### Dataset content ###

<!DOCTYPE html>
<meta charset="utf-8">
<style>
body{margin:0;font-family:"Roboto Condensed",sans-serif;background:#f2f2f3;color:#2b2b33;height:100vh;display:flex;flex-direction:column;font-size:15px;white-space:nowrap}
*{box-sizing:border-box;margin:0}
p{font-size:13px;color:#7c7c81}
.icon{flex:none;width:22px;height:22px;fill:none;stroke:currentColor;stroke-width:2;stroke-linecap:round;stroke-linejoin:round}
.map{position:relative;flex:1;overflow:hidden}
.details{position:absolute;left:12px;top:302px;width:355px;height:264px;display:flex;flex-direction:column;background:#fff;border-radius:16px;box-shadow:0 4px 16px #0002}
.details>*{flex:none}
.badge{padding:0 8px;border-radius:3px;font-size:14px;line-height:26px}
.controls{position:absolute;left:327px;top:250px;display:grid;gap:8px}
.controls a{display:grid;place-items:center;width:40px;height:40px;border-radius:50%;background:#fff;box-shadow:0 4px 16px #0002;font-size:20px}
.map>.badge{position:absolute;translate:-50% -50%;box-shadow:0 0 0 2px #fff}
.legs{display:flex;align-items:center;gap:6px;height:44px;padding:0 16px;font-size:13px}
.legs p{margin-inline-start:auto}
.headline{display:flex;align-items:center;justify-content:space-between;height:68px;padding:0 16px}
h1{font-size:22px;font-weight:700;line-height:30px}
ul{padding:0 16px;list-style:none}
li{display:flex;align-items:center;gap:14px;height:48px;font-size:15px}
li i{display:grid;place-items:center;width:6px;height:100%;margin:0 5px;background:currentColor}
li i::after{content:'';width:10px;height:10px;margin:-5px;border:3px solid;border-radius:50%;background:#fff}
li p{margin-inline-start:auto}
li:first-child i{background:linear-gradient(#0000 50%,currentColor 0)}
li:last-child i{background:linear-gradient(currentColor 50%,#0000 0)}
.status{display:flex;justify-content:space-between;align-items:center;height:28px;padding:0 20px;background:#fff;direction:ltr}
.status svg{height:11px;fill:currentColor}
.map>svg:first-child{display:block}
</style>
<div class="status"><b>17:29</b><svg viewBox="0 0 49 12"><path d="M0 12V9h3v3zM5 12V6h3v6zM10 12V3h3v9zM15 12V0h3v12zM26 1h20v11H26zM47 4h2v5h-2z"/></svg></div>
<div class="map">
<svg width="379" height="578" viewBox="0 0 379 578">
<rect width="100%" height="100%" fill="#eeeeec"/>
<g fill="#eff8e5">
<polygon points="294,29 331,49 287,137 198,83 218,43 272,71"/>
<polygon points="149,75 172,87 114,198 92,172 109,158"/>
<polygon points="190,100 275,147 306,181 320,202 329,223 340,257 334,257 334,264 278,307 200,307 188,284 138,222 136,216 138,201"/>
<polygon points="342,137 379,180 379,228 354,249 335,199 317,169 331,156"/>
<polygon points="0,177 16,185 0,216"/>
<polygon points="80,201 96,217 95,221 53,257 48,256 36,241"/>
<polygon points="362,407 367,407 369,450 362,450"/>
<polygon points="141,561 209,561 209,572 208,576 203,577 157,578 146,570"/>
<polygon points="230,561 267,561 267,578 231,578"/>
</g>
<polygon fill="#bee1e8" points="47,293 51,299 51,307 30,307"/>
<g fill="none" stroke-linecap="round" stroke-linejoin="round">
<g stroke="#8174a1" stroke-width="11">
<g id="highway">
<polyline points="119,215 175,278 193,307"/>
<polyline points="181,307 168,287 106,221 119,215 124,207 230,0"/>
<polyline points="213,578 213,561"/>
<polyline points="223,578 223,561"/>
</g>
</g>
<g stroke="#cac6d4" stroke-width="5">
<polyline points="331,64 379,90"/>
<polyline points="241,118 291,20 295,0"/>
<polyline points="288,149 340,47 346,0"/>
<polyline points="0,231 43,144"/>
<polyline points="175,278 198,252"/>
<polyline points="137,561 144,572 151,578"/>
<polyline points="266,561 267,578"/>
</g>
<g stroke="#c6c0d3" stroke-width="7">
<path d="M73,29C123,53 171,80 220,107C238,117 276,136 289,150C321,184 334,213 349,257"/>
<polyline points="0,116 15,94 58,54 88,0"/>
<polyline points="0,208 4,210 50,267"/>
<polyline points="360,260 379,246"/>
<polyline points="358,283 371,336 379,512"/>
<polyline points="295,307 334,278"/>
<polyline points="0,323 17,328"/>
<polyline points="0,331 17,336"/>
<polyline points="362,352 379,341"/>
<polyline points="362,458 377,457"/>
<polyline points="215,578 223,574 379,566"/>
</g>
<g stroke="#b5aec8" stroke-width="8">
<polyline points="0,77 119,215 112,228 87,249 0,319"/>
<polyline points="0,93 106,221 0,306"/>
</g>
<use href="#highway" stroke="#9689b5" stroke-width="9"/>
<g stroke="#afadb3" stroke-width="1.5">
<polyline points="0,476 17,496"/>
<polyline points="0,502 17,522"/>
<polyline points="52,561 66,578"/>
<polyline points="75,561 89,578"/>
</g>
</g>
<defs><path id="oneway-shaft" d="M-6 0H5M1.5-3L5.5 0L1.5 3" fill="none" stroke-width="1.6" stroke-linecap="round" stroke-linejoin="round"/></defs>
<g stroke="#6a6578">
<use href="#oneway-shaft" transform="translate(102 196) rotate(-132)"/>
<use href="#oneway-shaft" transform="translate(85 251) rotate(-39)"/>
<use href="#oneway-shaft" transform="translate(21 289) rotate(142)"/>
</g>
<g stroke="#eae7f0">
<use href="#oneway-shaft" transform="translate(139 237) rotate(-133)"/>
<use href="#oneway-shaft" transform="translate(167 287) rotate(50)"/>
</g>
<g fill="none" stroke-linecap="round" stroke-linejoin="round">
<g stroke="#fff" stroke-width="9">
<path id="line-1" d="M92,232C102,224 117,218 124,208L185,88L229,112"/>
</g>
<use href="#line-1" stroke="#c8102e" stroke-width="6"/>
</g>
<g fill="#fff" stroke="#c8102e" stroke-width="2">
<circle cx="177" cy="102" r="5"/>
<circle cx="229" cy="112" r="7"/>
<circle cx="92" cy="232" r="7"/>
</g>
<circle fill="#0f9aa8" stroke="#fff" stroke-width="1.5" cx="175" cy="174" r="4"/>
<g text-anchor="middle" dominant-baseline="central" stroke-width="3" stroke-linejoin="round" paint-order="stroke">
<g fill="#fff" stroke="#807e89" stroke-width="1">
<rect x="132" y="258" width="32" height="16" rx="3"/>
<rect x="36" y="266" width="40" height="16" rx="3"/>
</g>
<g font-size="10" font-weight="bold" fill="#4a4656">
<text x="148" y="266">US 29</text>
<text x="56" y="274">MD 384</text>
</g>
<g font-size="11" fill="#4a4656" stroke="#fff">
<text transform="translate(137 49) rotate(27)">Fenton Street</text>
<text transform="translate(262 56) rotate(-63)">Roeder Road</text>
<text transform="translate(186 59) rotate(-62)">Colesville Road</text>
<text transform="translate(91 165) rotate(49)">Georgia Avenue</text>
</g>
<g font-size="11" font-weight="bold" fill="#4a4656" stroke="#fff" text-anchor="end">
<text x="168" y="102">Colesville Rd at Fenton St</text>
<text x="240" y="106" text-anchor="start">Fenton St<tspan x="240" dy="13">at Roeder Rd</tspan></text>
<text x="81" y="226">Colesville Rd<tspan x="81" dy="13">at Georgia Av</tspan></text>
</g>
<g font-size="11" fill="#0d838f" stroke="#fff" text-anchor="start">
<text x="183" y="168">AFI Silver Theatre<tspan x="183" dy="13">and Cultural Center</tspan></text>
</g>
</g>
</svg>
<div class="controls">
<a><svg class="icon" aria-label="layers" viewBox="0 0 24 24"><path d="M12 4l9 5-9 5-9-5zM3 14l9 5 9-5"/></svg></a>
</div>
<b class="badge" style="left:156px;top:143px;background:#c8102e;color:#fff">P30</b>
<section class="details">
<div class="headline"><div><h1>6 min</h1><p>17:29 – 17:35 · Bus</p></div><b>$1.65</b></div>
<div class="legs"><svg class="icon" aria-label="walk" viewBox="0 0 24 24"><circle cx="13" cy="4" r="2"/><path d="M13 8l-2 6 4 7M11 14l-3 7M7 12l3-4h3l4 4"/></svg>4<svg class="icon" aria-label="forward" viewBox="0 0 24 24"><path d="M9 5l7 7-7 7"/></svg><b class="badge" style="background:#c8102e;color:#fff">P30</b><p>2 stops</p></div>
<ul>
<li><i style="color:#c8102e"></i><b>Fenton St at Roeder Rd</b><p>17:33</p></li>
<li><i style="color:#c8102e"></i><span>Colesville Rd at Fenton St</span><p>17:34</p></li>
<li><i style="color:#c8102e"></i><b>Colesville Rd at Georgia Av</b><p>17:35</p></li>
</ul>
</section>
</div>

###

Task requirements: Show each line in the listing above that has "controls".

Response to this exercise:
.controls{position:absolute;left:327px;top:250px;display:grid;gap:8px}
.controls a{display:grid;place-items:center;width:40px;height:40px;border-radius:50%;background:#fff;box-shadow:0 4px 16px #0002;font-size:20px}
<div class="controls">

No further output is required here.